◆ Assignment
Repeat each entry exactly and drop the pictures.
*** Opening of Records for the exercise ***
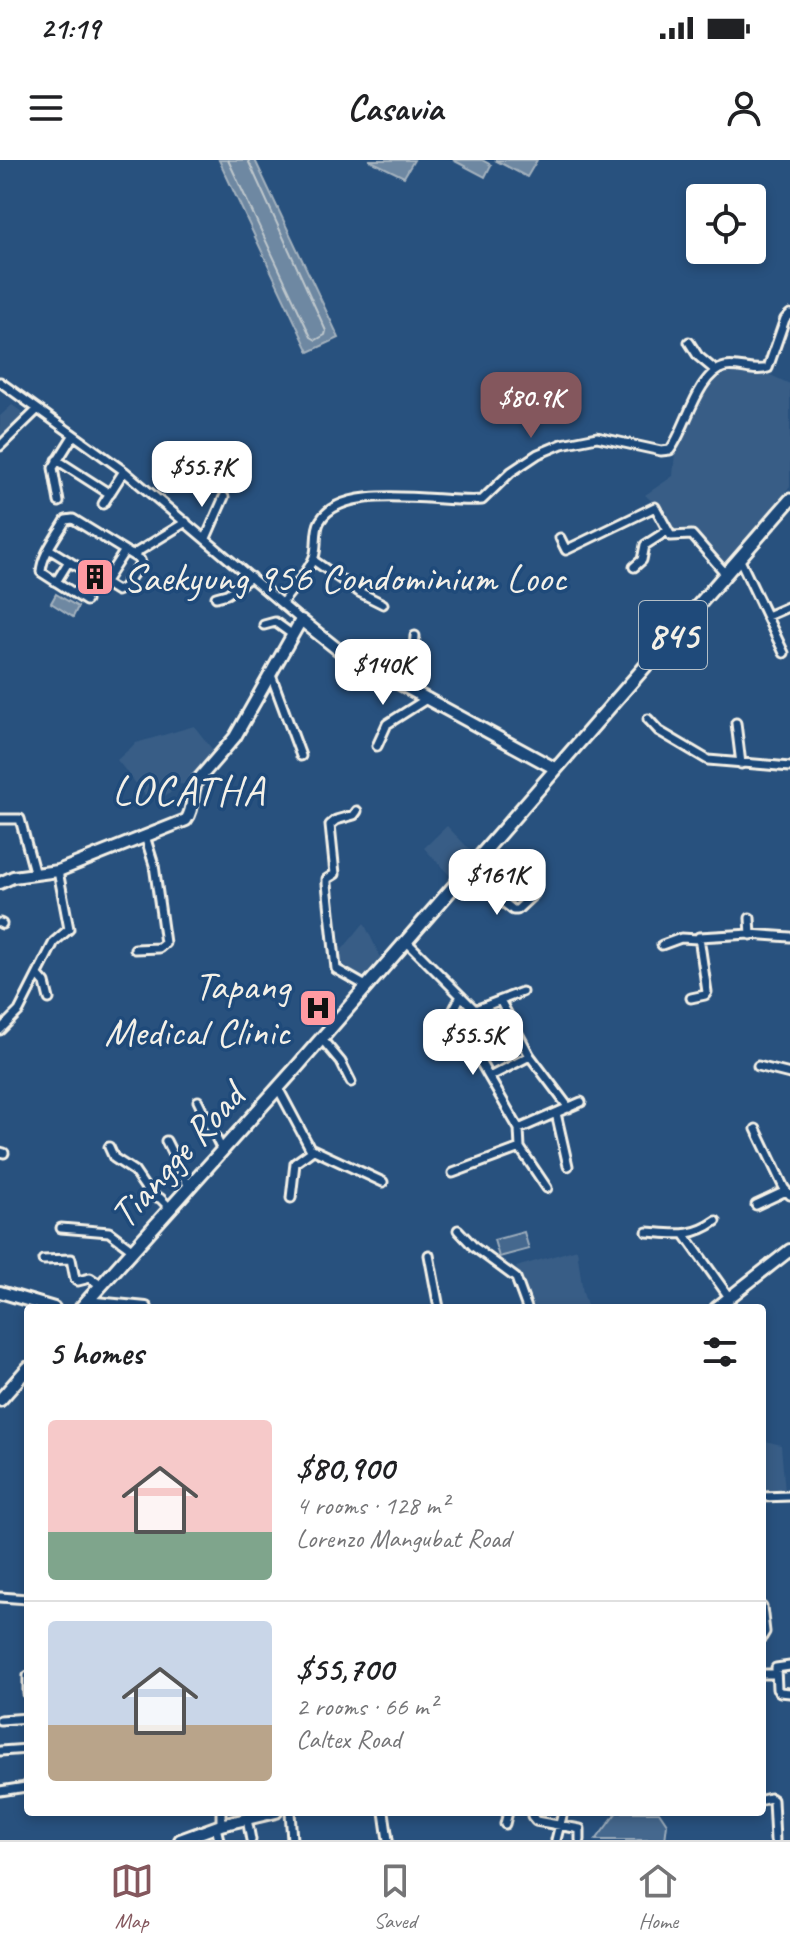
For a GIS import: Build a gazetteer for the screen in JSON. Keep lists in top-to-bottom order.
{
  "streets": {
    "main road": ["845", "Tiangge Road"]
  },
  "districts": ["LOCATHA"],
  "places": {
    "building": ["Saekyung 956 Condominium Looc"],
    "hospital": ["Tapang Medical Clinic"]
  },
  "page": {
    "status": "21:19",
    "header": "Casavia",
    "price": [
      "$80.9K",
      "$55.7K",
      "$140K",
      "$161K",
      "$55.5K"
    ],
    "heading": "5 homes",
    "list": [
      {
        "name": "$80,900",
        "note": "4 rooms · 128 m² · Lorenzo Mangubat Road"
      },
      {
        "name": "$55,700",
        "note": "2 rooms · 66 m² · Caltex Road"
      }
    ],
    "tabs": ["Map", "Saved", "Home"]
  }
}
*** Close of Records for the exercise ***
◆ Output below
For a GIS import: Build a gazetteer for the screen in JSON. Keep lists in top-to-bottom order.
{
  "streets": {
    "main road": ["845", "Tiangge Road"]
  },
  "districts": ["LOCATHA"],
  "places": {
    "building": ["Saekyung 956 Condominium Looc"],
    "hospital": ["Tapang Medical Clinic"]
  },
  "page": {
    "status": "21:19",
    "header": "Casavia",
    "price": [
      "$80.9K",
      "$55.7K",
      "$140K",
      "$161K",
      "$55.5K"
    ],
    "heading": "5 homes",
    "list": [
      {
        "name": "$80,900",
        "note": "4 rooms · 128 m² · Lorenzo Mangubat Road"
      },
      {
        "name": "$55,700",
        "note": "2 rooms · 66 m² · Caltex Road"
      }
    ],
    "tabs": ["Map", "Saved", "Home"]
  }
}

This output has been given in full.